Las letras formaban palabras, las palabras oraciones, las oraciones un párrafo, y luego otro y otro más.

 

Cuando terminó de leer todo, se puso a llorar fuerte, bien fuerte, pero de felicidad. La carta era del nieto del gobernador, que también había vivido muchos años y ahora era el nuevo gobernador. Y había visto el dibujo de Dionisio cuando era niño. Cuando miraba siendo niño y dibujaba siendo niño, y pintaba los detalles.

 

Como Dionisio lloraba fuerte se convirtió en lágrima y luego en charco y se fue al río de su barrio mojado. Lo atravesó enterito, como en sus dibujos, y miró las casas y las personas, y volvió a imaginar todo de nuevo, cuando era Dionisio niño. Y llegó hasta el mar siendo lágrima, pero lágrima de felicidad de un Dionisio ya viejo.

 

Y seguía llorando aún convertido en lágrima, con mucha felicidad, como Dionisio viejo. Porque todos sus dibujos iban a llegar a las manos de los niños, y ellos iban a dibujar sus casas, y pensar sus historias, y en las casas iban a ver sus techos, sus manchas, sus heladeras con comida que iba a ser comida por personas. Y estas personas a vestir sus ropas con sus bolsillos llenos de cosas. Sus carteras con libros y los libros con letras.

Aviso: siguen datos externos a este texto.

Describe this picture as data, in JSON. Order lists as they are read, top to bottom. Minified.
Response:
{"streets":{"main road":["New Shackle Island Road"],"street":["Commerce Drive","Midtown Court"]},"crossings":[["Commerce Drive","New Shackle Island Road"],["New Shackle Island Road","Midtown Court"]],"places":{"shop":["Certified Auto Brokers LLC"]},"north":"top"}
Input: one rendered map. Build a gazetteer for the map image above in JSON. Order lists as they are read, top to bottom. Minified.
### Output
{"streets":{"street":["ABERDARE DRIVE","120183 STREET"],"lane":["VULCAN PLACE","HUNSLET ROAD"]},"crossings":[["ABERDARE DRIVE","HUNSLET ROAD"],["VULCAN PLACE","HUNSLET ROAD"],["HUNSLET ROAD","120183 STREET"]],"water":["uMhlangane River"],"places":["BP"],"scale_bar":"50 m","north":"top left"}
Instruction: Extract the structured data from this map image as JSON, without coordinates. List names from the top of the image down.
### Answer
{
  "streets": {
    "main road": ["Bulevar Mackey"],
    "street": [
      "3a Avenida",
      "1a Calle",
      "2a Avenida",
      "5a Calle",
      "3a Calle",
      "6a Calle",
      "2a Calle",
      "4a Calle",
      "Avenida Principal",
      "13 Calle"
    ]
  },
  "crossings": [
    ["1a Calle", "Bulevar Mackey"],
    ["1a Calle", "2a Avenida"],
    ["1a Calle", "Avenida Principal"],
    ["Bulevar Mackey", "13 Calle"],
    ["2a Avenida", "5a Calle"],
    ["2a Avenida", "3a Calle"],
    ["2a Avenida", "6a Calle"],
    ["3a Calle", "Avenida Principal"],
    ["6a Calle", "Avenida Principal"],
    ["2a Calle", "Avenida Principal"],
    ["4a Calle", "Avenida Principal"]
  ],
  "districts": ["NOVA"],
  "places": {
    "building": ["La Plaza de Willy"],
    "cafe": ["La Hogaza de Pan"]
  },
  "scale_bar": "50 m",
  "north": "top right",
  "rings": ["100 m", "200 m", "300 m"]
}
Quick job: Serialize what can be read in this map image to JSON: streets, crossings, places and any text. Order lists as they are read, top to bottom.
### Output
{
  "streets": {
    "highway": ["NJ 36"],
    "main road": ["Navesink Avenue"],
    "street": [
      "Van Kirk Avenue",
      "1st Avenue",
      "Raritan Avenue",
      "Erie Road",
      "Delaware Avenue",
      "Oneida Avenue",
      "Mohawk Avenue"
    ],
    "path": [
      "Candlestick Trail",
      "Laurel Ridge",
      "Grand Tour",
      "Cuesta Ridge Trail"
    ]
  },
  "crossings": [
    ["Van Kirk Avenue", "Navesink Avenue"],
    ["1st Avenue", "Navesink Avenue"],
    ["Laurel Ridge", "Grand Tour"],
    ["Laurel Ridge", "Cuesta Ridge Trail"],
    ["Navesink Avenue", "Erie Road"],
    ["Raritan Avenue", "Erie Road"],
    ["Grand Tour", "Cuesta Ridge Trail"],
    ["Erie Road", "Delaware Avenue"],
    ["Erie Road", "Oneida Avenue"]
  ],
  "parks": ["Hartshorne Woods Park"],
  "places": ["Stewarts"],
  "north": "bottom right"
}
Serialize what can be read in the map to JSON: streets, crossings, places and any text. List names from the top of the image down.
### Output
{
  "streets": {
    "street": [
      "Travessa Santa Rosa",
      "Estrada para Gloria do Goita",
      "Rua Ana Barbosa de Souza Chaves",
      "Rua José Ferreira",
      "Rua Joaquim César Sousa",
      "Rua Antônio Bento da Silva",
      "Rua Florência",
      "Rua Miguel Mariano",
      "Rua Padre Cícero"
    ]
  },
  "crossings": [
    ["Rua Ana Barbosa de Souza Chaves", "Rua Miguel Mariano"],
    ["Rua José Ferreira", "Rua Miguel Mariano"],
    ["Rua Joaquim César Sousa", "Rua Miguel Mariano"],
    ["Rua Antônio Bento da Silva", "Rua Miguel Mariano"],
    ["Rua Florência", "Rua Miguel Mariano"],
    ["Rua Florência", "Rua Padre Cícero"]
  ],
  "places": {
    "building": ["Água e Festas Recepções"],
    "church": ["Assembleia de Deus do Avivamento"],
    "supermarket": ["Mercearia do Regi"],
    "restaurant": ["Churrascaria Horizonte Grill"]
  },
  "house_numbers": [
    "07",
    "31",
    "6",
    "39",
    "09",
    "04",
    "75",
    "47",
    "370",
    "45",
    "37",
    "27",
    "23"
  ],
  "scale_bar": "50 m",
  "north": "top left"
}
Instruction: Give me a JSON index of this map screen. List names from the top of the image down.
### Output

Carteras con maquillaje, peines, un gran monedero lleno de monedas y casi ningún billete.

 

O portafolios llenos de papeles con números desordenados y pipas, con restos de tabaco y humo lleno de tos. Humo que se hacía nube y formaba parte de cielo nublado. Y billeteras con muchos billetes y pocas monedas.

 

Niños que iban a recorrer los barrios, dibujando como Dionisio niño y Dionisio viejo. Barrios secos o mojados, coloridos o grises. Por calles o por ríos, dentro o arriba de las aguas hasta llegar al mar. Y juntarse con otros mares y desde allí en el horizonte, unirse con el cielo. Y entre todos ser muchos cielos. Cielos de todo el universo.